▶ TASK BRIEF:
Print exactly the lines below between the line holding "translate:0 -50%; text-align:left" and the line holding "display:flex; align-items:center; gap:14px;", inclusive, and nothing more.

▶ DATA EXTRACTS:
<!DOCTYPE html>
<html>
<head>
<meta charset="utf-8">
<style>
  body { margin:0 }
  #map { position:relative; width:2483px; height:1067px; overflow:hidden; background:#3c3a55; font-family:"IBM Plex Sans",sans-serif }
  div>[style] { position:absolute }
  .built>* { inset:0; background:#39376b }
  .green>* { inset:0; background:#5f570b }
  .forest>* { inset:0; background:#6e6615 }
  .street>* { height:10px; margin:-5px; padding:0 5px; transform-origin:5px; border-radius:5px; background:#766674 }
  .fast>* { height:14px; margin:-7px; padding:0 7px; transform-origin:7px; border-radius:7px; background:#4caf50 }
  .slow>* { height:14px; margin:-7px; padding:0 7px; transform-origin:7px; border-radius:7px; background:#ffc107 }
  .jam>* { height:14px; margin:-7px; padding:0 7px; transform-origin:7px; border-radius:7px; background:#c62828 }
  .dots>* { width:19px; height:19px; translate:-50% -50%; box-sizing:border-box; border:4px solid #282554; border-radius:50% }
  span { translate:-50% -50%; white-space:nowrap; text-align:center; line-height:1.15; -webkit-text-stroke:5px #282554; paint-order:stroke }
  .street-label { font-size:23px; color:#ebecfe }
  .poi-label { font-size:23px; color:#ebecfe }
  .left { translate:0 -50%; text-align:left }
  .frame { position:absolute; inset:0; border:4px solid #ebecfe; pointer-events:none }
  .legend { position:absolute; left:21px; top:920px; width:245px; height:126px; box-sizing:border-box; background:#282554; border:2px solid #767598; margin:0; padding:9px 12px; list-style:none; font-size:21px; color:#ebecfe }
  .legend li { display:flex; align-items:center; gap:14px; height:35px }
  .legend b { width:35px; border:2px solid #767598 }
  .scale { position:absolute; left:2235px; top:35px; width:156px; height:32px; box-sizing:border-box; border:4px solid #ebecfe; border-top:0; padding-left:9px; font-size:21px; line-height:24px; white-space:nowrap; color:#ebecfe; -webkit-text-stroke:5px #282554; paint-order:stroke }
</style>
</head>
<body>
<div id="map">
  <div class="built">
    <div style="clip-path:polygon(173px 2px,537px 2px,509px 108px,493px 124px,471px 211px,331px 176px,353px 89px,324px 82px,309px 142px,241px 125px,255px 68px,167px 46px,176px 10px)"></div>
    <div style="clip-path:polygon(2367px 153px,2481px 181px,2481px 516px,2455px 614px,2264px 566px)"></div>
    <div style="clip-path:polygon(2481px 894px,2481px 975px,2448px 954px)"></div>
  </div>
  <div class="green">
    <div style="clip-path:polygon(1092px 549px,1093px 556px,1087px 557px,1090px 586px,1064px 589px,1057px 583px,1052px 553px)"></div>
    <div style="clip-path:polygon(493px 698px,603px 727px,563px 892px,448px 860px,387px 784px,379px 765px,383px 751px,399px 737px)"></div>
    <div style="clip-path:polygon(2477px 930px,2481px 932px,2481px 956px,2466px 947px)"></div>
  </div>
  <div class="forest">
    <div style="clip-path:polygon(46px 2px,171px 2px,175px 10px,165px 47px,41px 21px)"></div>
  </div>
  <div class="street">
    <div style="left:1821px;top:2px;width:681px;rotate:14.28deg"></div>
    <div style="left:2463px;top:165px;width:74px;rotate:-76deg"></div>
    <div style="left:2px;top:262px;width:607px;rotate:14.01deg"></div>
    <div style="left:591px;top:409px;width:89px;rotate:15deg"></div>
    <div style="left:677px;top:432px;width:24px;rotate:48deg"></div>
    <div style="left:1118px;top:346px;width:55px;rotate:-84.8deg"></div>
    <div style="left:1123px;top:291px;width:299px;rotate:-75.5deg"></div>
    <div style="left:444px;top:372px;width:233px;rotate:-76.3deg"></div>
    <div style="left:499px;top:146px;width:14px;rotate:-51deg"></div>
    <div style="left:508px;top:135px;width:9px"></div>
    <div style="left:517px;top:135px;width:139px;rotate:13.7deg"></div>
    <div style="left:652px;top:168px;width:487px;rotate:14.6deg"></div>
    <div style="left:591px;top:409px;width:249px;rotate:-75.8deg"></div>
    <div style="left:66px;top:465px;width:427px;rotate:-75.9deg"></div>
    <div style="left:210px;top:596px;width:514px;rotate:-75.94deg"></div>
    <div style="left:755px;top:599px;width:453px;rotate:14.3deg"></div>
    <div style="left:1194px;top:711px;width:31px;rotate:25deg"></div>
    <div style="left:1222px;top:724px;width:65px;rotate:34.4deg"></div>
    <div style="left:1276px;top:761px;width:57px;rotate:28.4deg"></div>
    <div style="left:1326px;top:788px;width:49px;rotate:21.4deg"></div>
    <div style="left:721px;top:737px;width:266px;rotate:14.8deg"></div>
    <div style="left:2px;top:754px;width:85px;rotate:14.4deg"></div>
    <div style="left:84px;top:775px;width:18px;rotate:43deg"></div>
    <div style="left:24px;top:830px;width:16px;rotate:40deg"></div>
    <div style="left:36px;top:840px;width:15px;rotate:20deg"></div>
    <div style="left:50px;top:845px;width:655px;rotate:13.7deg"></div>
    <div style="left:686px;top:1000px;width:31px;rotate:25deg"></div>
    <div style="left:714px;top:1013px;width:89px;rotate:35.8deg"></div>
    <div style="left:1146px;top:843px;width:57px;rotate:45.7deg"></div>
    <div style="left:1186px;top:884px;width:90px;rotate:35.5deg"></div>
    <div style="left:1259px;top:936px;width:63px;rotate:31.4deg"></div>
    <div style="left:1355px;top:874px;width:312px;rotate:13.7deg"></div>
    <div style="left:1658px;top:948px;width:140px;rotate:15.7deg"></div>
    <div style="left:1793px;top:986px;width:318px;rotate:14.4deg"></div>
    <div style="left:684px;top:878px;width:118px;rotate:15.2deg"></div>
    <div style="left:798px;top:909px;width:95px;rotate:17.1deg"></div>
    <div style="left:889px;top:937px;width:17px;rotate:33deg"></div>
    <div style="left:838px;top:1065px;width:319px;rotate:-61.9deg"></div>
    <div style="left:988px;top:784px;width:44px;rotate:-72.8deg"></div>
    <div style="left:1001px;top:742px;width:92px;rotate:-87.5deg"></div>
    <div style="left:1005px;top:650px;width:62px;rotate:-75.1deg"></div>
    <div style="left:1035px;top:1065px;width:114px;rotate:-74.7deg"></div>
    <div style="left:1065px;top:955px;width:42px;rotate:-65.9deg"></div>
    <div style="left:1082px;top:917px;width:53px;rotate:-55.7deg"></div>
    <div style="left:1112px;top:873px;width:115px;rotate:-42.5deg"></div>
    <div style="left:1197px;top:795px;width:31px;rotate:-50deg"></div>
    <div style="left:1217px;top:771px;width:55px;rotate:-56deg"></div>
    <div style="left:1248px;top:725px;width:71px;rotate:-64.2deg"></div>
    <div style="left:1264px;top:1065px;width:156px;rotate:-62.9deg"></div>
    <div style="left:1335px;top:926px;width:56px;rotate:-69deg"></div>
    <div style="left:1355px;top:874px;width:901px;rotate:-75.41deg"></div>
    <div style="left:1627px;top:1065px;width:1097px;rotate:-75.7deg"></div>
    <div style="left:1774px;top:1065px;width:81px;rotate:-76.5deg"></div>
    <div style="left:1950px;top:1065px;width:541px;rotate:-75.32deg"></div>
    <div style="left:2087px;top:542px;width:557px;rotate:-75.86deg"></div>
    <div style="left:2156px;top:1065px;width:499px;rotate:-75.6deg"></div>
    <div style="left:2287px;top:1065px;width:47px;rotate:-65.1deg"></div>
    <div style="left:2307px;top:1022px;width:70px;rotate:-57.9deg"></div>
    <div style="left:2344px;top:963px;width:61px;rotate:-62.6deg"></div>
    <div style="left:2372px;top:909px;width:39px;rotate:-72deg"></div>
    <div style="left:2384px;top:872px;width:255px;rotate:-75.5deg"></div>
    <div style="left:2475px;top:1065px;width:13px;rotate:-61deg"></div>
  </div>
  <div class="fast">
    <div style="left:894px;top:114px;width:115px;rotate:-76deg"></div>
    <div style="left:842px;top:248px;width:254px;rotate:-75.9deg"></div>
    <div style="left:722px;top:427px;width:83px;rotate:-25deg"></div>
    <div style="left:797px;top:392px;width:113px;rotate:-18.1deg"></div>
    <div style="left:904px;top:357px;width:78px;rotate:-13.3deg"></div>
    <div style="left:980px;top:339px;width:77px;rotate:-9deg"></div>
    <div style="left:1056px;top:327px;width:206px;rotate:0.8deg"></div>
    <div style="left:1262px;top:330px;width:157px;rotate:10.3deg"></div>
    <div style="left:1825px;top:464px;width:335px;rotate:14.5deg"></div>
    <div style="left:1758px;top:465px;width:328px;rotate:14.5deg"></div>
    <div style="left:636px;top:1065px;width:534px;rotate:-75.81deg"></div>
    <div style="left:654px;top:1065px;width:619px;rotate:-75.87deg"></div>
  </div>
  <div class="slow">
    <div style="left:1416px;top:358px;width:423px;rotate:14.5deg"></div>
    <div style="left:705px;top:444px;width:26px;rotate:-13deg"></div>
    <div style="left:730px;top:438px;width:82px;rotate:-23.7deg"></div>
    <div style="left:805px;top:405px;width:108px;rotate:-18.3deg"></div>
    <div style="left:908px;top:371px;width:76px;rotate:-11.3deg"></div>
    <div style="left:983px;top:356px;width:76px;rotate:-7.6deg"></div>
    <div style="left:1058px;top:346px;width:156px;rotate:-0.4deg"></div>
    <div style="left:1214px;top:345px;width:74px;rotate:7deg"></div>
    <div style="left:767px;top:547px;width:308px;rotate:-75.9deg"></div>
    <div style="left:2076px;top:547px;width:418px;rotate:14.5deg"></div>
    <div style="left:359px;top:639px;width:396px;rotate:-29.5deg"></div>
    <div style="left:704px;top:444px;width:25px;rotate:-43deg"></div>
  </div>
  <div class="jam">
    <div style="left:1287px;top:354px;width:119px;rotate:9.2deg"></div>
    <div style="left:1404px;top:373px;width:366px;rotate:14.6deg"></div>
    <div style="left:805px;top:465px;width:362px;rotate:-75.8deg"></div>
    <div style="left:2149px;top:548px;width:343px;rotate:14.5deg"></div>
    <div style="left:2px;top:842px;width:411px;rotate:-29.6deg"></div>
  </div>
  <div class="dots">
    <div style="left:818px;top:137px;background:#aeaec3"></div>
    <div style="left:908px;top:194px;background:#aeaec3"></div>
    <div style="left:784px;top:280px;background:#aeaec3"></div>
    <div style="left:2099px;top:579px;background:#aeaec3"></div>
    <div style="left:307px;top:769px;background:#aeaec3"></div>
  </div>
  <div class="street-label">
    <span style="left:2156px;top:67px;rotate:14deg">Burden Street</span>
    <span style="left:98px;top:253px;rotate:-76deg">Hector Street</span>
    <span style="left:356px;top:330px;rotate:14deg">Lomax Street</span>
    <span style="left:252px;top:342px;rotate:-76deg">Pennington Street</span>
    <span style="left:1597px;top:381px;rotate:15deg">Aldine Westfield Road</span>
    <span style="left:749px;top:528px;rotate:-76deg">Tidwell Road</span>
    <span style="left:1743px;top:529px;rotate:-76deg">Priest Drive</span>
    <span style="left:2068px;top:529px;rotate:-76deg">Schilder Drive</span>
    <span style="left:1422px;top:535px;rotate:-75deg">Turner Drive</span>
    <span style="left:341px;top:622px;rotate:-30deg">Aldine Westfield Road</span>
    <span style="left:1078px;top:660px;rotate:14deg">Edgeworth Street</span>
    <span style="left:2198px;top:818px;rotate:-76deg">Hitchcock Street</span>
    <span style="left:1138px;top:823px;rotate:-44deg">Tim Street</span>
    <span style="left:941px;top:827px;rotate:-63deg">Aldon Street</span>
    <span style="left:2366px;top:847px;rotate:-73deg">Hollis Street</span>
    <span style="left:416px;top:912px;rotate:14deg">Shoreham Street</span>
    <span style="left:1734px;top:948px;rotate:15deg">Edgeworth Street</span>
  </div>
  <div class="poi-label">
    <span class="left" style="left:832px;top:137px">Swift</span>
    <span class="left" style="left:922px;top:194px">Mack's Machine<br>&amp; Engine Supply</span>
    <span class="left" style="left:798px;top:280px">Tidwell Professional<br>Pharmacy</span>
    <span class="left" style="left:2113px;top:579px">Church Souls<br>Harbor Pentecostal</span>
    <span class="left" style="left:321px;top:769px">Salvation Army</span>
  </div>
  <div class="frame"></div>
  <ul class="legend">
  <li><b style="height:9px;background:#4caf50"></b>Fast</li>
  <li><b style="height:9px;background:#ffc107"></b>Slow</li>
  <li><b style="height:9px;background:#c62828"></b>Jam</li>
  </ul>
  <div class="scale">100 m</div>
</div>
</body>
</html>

▶ WRITTEN ANSWER:
  .left { translate:0 -50%; text-align:left }
  .frame { position:absolute; inset:0; border:4px solid #ebecfe; pointer-events:none }
  .legend { position:absolute; left:21px; top:920px; width:245px; height:126px; box-sizing:border-box; background:#282554; border:2px solid #767598; margin:0; padding:9px 12px; list-style:none; font-size:21px; color:#ebecfe }
  .legend li { display:flex; align-items:center; gap:14px; height:35px }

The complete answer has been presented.